=== Data to use ===

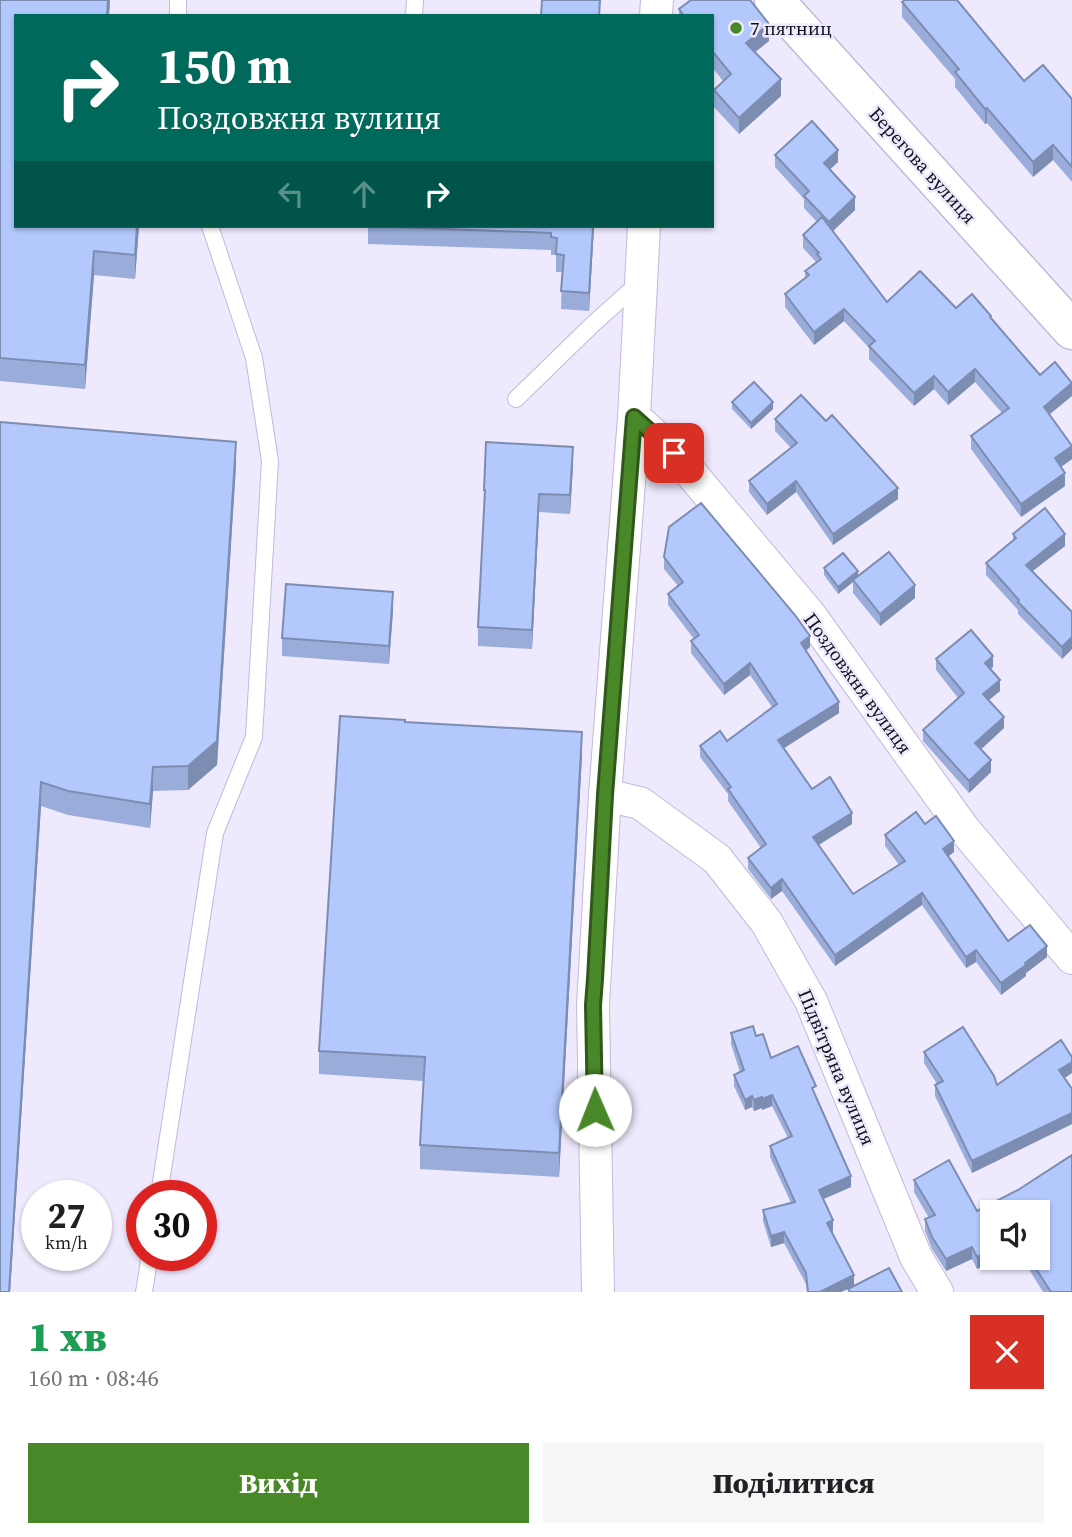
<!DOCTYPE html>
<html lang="uk">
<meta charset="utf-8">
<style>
:root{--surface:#fff;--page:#f6f6f6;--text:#202124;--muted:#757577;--accent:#498828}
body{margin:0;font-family:"Source Serif 4",serif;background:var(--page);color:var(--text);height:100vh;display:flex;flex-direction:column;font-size:26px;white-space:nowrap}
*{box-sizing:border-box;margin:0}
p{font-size:23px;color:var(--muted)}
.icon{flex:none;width:38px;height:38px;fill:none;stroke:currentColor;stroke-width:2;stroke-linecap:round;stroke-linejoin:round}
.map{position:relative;height:1292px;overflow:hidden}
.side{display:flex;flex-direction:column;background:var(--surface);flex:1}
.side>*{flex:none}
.top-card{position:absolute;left:14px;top:14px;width:700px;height:214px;border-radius:0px;box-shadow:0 2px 5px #0004;background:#00695c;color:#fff;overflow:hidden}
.fabs{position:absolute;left:980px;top:1200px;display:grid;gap:14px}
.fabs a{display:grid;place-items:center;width:70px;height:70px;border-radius:0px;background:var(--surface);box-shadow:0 2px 5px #0004;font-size:35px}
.speed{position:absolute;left:21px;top:1180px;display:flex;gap:14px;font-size:35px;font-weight:700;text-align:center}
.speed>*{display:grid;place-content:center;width:91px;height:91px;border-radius:50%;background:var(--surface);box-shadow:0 2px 5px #0004;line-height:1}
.speed small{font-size:18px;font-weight:400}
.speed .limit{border:10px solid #d22;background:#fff;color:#111}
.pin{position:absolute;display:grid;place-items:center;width:60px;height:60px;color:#fff;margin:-30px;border-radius:14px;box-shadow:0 4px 10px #0006}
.me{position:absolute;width:77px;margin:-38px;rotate:359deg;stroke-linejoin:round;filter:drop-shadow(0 0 5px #0008)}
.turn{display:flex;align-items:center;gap:24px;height:147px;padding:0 28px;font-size:32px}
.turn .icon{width:91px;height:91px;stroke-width:2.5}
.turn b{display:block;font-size:49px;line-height:60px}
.lanes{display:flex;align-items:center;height:66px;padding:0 28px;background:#0003;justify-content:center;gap:35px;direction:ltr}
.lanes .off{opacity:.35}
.round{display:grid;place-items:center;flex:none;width:74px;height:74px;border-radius:0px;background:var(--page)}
.summary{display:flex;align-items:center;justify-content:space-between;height:119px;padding:0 28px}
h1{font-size:42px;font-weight:800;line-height:52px;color:#1e9e55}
.action{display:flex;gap:14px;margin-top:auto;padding:14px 28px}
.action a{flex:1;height:80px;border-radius:0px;background:var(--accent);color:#fff;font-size:28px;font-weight:800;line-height:80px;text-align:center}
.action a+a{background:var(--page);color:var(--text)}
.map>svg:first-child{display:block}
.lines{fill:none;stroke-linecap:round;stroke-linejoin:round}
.lane-casing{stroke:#c2b9d9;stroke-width:18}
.street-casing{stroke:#c2b9d9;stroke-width:34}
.secondary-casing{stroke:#c2b9d9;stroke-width:41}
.lane{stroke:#fff;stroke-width:16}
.street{stroke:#fff;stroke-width:32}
.secondary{stroke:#fff;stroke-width:38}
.wall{fill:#9aadda}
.shaded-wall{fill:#7d8db1}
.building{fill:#b3c9fd;stroke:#7d8db1;stroke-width:2}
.route-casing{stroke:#2f581a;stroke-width:18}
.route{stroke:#498828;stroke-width:12}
.poi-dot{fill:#498828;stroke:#efe9fe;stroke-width:2.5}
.labels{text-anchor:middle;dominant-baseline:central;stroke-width:5;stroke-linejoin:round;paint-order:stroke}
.poi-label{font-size:19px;fill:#13101b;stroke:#efe9fe;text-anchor:start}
.street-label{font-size:19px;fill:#13101b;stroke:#efe9fe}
</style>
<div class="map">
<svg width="1072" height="1292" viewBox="0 0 1072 1292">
<rect width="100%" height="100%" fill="#efe9fe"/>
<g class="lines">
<g class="lane-casing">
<g id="lane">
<path d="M178 16V0"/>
<path d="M414 16 415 0"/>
<path d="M516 399 593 324 640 282"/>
<path d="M159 1195 215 833 254 737 270 461 254 358 210 226"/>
<path d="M144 1292 150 1255"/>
</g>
</g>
<g class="street-casing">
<g id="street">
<path d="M656 16 657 0"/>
<path d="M634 417 674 453 810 615 963 828 1072 958"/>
<path d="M605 795 640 803 717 859 767 923 811 1001 916 1257 937 1292"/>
<path d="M598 1292 593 1005 605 795 634 417 644 226"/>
</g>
</g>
<g class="secondary-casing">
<path id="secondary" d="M774 0 1072 330"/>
</g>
<use href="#lane" class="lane"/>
<use href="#street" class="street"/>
<use href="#secondary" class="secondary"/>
</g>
<g class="wall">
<path d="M0 0H110L109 16H16L139 226 135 279 94 275 85 389 0 381Z"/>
<path d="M691 0H750L769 24V41L755 52 781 79V96L739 134 714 107V90L723 81 712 67V16H679V9Z"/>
<path d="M902 2 1024 81 1072 99V182L1053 160 1033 177 987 123 985 124 955 87V79L902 17Z"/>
<path d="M775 155 838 162 830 169 855 210 832 231 887 302 956 308 991 319 1050 415 1072 446V459L1061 467 1065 486 1021 517 971 449V436L1002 413 975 382 948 405 934 389 914 406 869 359V348L844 321 814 345 785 307V294L805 278V271L816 262 803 248V235L817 222 804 208V199L775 167Z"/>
<path d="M368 226H594L589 311 561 309 562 272H556V255H551V250L368 244Z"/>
<path d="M732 402 773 409 751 429 732 409Z"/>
<path d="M775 419 898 499 833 545 796 492 767 515 749 492V481L791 448 775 431Z"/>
<path d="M0 422 236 465 217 765 188 790 153 791 150 828 68 815 41 806 10 1292H0Z"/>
<path d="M573 465 570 514 539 512 532 649 478 646V627L484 508V490Z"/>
<path d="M1013 534 1065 546 1033 571 1072 612V649L1062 659 1018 614V610L986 575V563L1013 540Z"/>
<path d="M664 557 810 647 806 651 839 713 784 748 812 789 852 824 819 845 853 894 899 865 885 846V835L925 824 954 852 949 856 1008 941 1047 957 1026 973V976L1001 995 976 962 966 968 922 905 835 966 782 891 771 899 748 869V858L761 848 728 801V794L700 757V746L727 741 772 707 750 675 724 695 691 653V641L694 639 668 605V594L678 586 664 569Z"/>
<path d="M824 568 858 577 915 598 880 626 853 593V582L838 594 824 575Z"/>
<path d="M393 610 389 664 282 656V638Z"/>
<path d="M936 659 993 667 990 669 1000 691 989 700 1004 728 981 749 991 772 969 793 923 741V730L958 698 936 670Z"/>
<path d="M405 722 582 755 559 1177 420 1169V1145L423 1081 319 1074V1051Z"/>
<path d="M731 1033 756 1036 771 1058 816 1097 851 1187 823 1199 833 1231 831 1232 854 1286 841 1292H807L806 1284 784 1243 771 1247 763 1221V1210L791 1203 770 1157V1146L788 1138 772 1106 762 1110V1108L754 1111 752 1107 745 1110 734 1086V1075L740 1072 731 1044Z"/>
<path d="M924 1052 997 1085 1065 1078 1072 1089V1124L972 1173 935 1096V1085L937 1084 924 1063Z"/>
<path d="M1072 1155V1292H1043L1022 1258H1038V1213H992V1258H998L977 1269 972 1259 946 1271 932 1249 925 1231V1219L929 1218 914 1192V1180L949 1160 977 1211 1018 1190Z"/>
</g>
<g class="shaded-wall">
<path d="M108 0H110L109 16H107Z"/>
<path d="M769 24V41L746 59V43Z"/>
<path d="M781 79V96L739 134V118Z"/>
<path d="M987 108V123L985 124V109Z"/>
<path d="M1053 145V160L1033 177V162Z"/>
<path d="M838 150V162L824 175V163Z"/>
<path d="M855 197V210L829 235V222Z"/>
<path d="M137 226H139L135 279V255Z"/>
<path d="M593 226H594L589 311V293Z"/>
<path d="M94 251V275L85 389V365Z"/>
<path d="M844 309V321L814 345V332Z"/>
<path d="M975 369V382L948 405V392Z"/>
<path d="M934 376V389L914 406V393Z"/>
<path d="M1072 383V396L1044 419V407Z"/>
<path d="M773 402V409L751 429V423Z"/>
<path d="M236 442V465L217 765 188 790V766Z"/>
<path d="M1072 446V459L1055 471V458Z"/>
<path d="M573 447V465L570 514V495Z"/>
<path d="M1065 473V486L1021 517V504Z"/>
<path d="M796 481V492L767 515V504Z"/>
<path d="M898 488V499L833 545V534Z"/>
<path d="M539 494V512L532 649V630Z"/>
<path d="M1065 534V546L1026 576V565Z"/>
<path d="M858 571V578L838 594V587Z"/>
<path d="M915 585V598L880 626V614Z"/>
<path d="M393 592V610L389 664V646Z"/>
<path d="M810 636V647L801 654V643Z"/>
<path d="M1072 637V649L1062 659V647Z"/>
<path d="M993 656V667L985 674V663Z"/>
<path d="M750 663V675L724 695V684Z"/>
<path d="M1000 680V691L983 705V694Z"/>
<path d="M839 702V713L778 752V740Z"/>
<path d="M1004 717V728L975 755V743Z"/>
<path d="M582 732V755L559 1177V1153Z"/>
<path d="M991 760V772L969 793V781Z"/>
<path d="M153 767V791L150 828V804Z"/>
<path d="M41 782V806L10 1292H9Z"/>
<path d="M852 813V824L813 848V837Z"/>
<path d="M954 841V852L943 860V849Z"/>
<path d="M782 879V891L771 899V888Z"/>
<path d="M922 893V905L835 966V955Z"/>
<path d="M1047 946V957L1026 973V976L1001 995V983Z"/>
<path d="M976 950V962L966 968V957Z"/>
<path d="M1072 1062V1073L1059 1082V1070Z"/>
<path d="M772 1095V1106L762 1110V1099Z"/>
<path d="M752 1096V1107L745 1110V1100Z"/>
<path d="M762 1097V1108L754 1111V1100Z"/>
<path d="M1072 1113V1124L972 1173V1161Z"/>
<path d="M851 1176V1187L819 1201V1190Z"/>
<path d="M833 1220V1231L827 1234V1223Z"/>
<path d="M784 1232V1243L771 1247V1236Z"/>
<path d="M972 1247V1259L946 1271V1259Z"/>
<path d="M992 1250V1258H998L977 1269V1257Z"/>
<path d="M854 1275V1286L841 1292H820Z"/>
</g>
<g class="building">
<path d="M0 0H108L107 16H16V226H137L135 255 94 251 85 365 0 358Z"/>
<path d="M542 0H600L599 16H541Z"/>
<path d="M691 0H750L769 24 746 43 781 79 739 118 714 90 731 74 712 51V16H684L679 9Z"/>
<path d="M905 0H957L1024 81 1043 65 1072 99V167L1053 145 1033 162 987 108 985 109 955 72 959 69 902 2Z"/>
<path d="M812 121 838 150 824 163 855 197 829 222 804 196 809 191 775 155Z"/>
<path d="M822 217 887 302 920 271 956 308 972 294 991 316 990 317 1040 375 1055 362 1072 383 1044 407 1072 446 1055 458 1065 473 1021 504 971 436 1009 408 975 369 948 392 934 376 914 393 869 346 875 341 844 309 814 332 785 294 809 275 805 271 821 259 817 254 819 253 803 235Z"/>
<path d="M368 226H593L589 293 561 291 564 255 556 254 557 238 551 237V233Z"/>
<path d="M754 382 773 402 751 423 732 402Z"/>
<path d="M801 395 826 421 832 415 898 488 833 534 796 481 767 504 749 481 797 443 775 419Z"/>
<path d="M0 422 236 442 217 741 188 766 153 767 150 804 68 791 41 782 9 1292H0Z"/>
<path d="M486 442 573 447 570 495 539 494 532 630 478 627 485 490H484Z"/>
<path d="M701 503 795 615 810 636 801 643 839 702 778 740 812 789 830 777 852 813 813 837 853 894 905 861 885 835 916 812 925 824 936 816 954 841 943 849 1008 941 1030 925 1047 946 1025 963 1026 965 1001 983 976 950 966 957 922 893 835 955 782 879 771 888 748 858 766 844 728 789 731 787 700 746 720 731 727 741 777 704 750 663 724 684 691 641 699 635 668 594 683 582 664 557 669 527Z"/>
<path d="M1045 508 1065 534 1026 565 1072 612V637L1062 647 1018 602 1019 600 986 563 1016 538 1013 534Z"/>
<path d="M889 552 915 585 880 614 853 580Z"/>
<path d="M843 553 858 571 838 587 824 568Z"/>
<path d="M286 584 393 592 389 646 282 638Z"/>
<path d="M971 630 993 656 985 663 1000 680 983 694 1004 717 975 743 991 760 969 781 923 730 964 693 936 659Z"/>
<path d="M340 716 405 720V722L582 732 559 1153 420 1145 425 1057 319 1051Z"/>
<path d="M753 1026 756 1036 763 1034 771 1058 798 1046 816 1086 812 1088 851 1176 819 1190 833 1220 827 1223 854 1275 820 1292H808L806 1273 784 1232 771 1236 763 1210 795 1202 770 1146 792 1136 772 1095 762 1099V1097L754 1100 752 1096 745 1100 734 1075 744 1070 731 1033Z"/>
<path d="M963 1027 994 1076 997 1085 1061 1040 1072 1057V1062L1059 1070 1072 1089V1113L972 1161 935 1085 943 1081 924 1052Z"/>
<path d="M1072 1155V1292H1051L1029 1258H1038V1213H992V1250L977 1257 972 1247 946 1259 932 1237 925 1219 935 1215 914 1180 949 1160 977 1211 1018 1190Z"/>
<path d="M889 1268 902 1292H850L848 1289Z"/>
</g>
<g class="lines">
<g class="route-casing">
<path id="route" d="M595 1110 593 1005 595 979 605 795 634 417 674 453"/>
</g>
<use href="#route" class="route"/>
</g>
<circle class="poi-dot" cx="736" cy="28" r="7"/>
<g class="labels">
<g class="poi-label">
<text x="750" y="28">7 пятниц</text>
</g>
<g class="street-label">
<text transform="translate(923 165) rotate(48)">Берегова вулиця</text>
<text transform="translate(858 683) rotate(54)">Поздовжня вулиця</text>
<text transform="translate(837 1067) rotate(67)">Підвітряна вулиця</text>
</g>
</g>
</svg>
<div class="fabs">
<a><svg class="icon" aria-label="sound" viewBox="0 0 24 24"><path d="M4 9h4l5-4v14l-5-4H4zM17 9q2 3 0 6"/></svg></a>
</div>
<div class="speed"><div>27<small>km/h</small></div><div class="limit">30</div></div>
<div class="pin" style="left:674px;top:453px;background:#d93025"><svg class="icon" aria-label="arrive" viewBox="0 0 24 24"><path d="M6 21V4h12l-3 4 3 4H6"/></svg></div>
<svg class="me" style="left:595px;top:1110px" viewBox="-20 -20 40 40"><circle r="19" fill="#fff"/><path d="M0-13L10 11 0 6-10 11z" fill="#498828"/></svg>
<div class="top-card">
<div class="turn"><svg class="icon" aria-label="right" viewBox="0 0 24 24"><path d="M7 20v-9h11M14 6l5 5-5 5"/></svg><div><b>150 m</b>Поздовжня вулиця</div></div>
<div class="lanes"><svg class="icon off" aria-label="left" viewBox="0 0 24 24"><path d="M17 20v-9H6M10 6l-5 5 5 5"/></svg><svg class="icon off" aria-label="ahead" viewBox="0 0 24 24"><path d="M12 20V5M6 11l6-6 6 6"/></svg><svg class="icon" aria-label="right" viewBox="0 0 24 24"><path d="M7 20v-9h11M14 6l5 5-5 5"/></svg></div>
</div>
</div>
<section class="side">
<div class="summary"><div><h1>1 хв</h1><p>160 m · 08:46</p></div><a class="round" style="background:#d93025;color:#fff"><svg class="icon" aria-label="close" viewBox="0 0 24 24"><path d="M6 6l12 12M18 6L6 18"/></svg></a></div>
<div class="action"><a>Вихід</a><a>Поділитися</a></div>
</section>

===

**Task objective**: Where in the entries above does the word "hidden" appear? Copy each line that has it.

**Finished task**:
.map{position:relative;height:1292px;overflow:hidden}
.top-card{position:absolute;left:14px;top:14px;width:700px;height:214px;border-radius:0px;box-shadow:0 2px 5px #0004;background:#00695c;color:#fff;overflow:hidden}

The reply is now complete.